Il faut absolument que Yanis ramène le collier et le bracelet ou au moins qu'il avoue qu'il est à l'origine du vol sinon Monica va me rendre folle. Ces quatre derniers jours, elle a passé son temps à soupçonner tout l'immeuble. Contrairement à ses habitudes, consistant à tricoter sur son canapé devant les actualités ou une série romantique, elle a traîné dans les escaliers du bâtiment. Elle m'a raconté avoir croisé Esteban qui l'a toisée en lui demandant ce qu'elle faisait là alors qu'elle montait chaque marche avec la rapidité d'un escargot.

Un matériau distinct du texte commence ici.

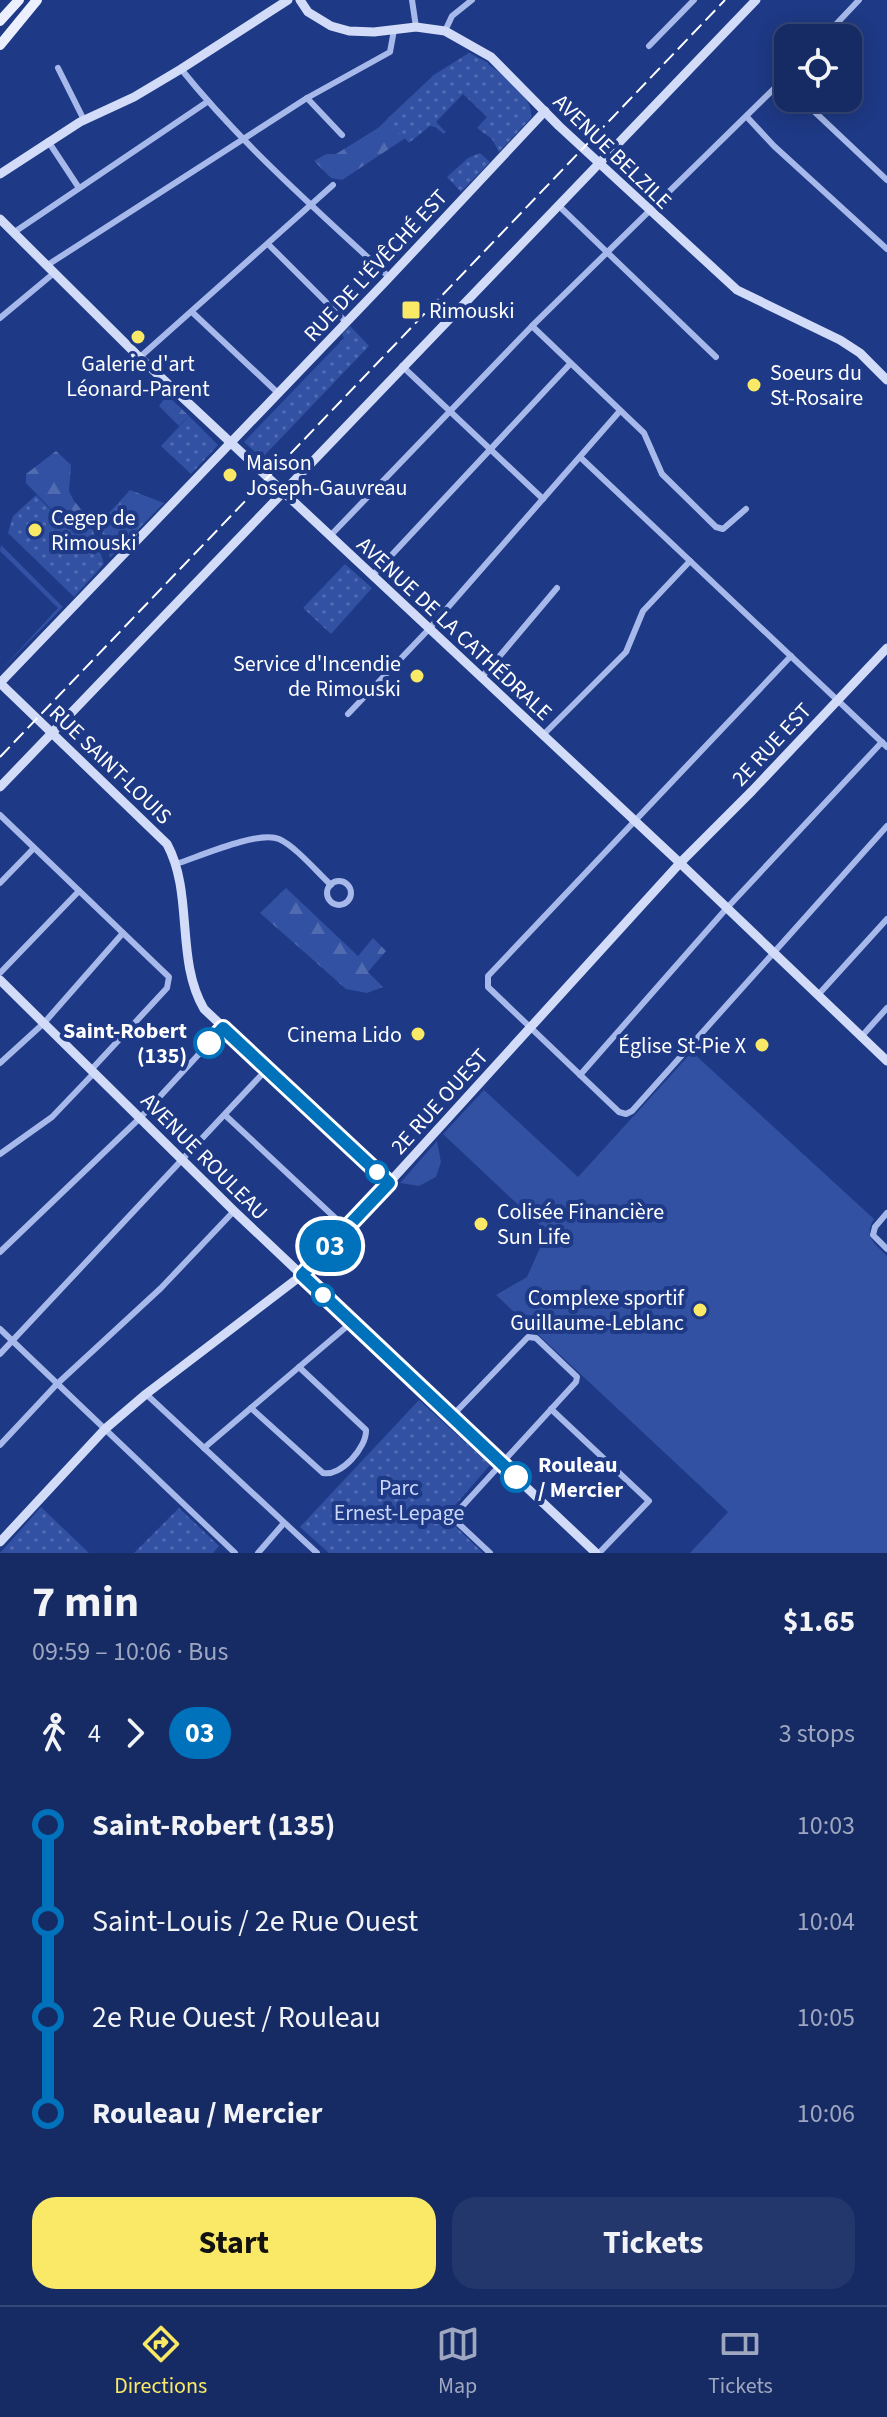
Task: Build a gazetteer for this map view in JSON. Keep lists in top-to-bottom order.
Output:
{
  "streets": {
    "street": [
      "AVENUE BELZILE",
      "RUE DE L'ÉVÊCHÉ EST",
      "AVENUE DE LA CATHÉDRALE",
      "2E RUE EST",
      "RUE SAINT-LOUIS",
      "2E RUE OUEST",
      "AVENUE ROULEAU"
    ]
  },
  "crossings": [
    ["AVENUE BELZILE", "RUE DE L'ÉVÊCHÉ EST"],
    ["RUE DE L'ÉVÊCHÉ EST", "AVENUE DE LA CATHÉDRALE"],
    ["RUE DE L'ÉVÊCHÉ EST", "RUE SAINT-LOUIS"],
    ["AVENUE DE LA CATHÉDRALE", "2E RUE EST"],
    ["AVENUE DE LA CATHÉDRALE", "2E RUE OUEST"],
    ["2E RUE EST", "2E RUE OUEST"],
    ["RUE SAINT-LOUIS", "2E RUE OUEST"],
    ["2E RUE OUEST", "AVENUE ROULEAU"]
  ],
  "parks": ["Parc Ernest-Lepage"],
  "places": {
    "transit": ["Rimouski"],
    "other": [
      "Galerie d'art Léonard-Parent",
      "Soeurs du St-Rosaire",
      "Maison Joseph-Gauvreau",
      "Cegep de Rimouski",
      "Service d'Incendie de Rimouski",
      "Cinema Lido",
      "Saint-Robert (135)",
      "Église St-Pie X",
      "Colisée Financière Sun Life",
      "Complexe sportif Guillaume-Leblanc",
      "Rouleau / Mercier"
    ]
  },
  "lines": ["bus line 03"],
  "page": {
    "on_map": "03",
    "heading": ["7 min", "09:59 – 10:06 · Bus", "$1.65"],
    "legs": ["4", "03", "3 stops"],
    "list": [
      {
        "name": "Saint-Robert (135)",
        "value": "10:03"
      },
      {
        "name": "Saint-Louis / 2e Rue Ouest",
        "value": "10:04"
      },
      {
        "name": "2e Rue Ouest / Rouleau",
        "value": "10:05"
      },
      {
        "name": "Rouleau / Mercier",
        "value": "10:06"
      }
    ],
    "buttons": ["Start", "Tickets"],
    "tabs": ["Directions", "Map", "Tickets"]
  }
}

— C'est le kiné qui m'a conseillé cet exercice plusieurs fois par jour. Pour les articulations. Pour l'arthrose.

Dans le carnet où elle note le nombre de rangs de ses tricots, j'ai découvert un tableau qui m'a fait froid dans le dos avec les prénoms de tout le monde. Heureusement, je n'étais pas dedans. Yanis non plus d'ailleurs. Mais il y avait ceux qui fréquentent souvent les lieux, bien qu'ils n'y vivent pas : Natacha, Annie, Gaël... et devant chaque prénom : des croix, des ronds, des points. Celui qui avait le plus de gribouillis hier soir n'était autre que Francis, soupçonné depuis plusieurs mois d'être un criminel, à cause de la paranoïa de Natacha à son égard.

— Monica, cet homme est inoffensif, lui ai-je opposé hier soir alors qu'à vingt-trois heures elle revenait de son petit tour de garde.

— Eh bien, tu vas être surprise, mais j'ai entendu des cris derrière sa porte.

— Quel genre de cris ? Ceux qu'on entend chez Esteban ?

Notre voisin du quatrième produit des sons langoureux et détonants, de nuit.

— Ça ressemblait un peu, mais en plus étouffé, me précise mon amie en saisissant Brutus dans ses bras.

Probable que le son provienne de la télé.

— Quand tu regardes un thriller, on entend bien à un moment ou à un autre quelqu'un dire « Tuez-le », est-ce que ça fait de toi un serial killer ? me suis-je agacée.

J'ai commencé à perdre patience de devoir démonter un à un ses arguments. Non, Annie et Georgette ne sont pas à la tête d'une espèce de mafia au 17, rue de la République ! Sérieux...

— Là ça criait des « Prends-le, oui, vas-y, plus fort ».

Je m'éclaircis la gorge. À quatre-vingt-sept balais, ma colocataire est encore capable d'être d'une naïveté désarmante.

— C'est un peu flou.

Bref. Ces derniers jours n'ont pas été de tout repos.

Et en ce samedi matin, j'ai donc confirmé à Monica qu'elle aurait la visite de Yanis. Elle est dans un état de joie...

— Tu remontes pour faire un brunch avec nous ?

— Je ne sais pas. C'est ton petit-fils, je ne devrais pas me mêler de votre histoire.

Je m'en suis déjà bien mêlée en réalité.

— Il sera très déçu si tu n'es pas là, me nargue-t-elle, menton relevé.

Yanis n'a pas répondu après ma question : « Est-ce que je peux te faire confiance ? » Je ne sais pas, je ne le sens pas. Il a intérêt à ne pas rendre Monica malheureuse !

S'il me ramène les bijoux, je peux m'arranger pour les cacher et elle n'y verra que du feu. Je ne le ferais pas pour lui, mais pour que mon amie ne soit pas dévastée en apprenant que son petit-fils l'a volée.

Alors que j'installe les dernières décorations de Noël dans l'appartement — nous n'avons pas encore terminé dans la boutique — je reçois des nouvelles :

[Je viens d'expliquer à Marius que nous allions voir son arrière-grand-mère. Il a hâte. J'y suis dans une heure. À très vite.]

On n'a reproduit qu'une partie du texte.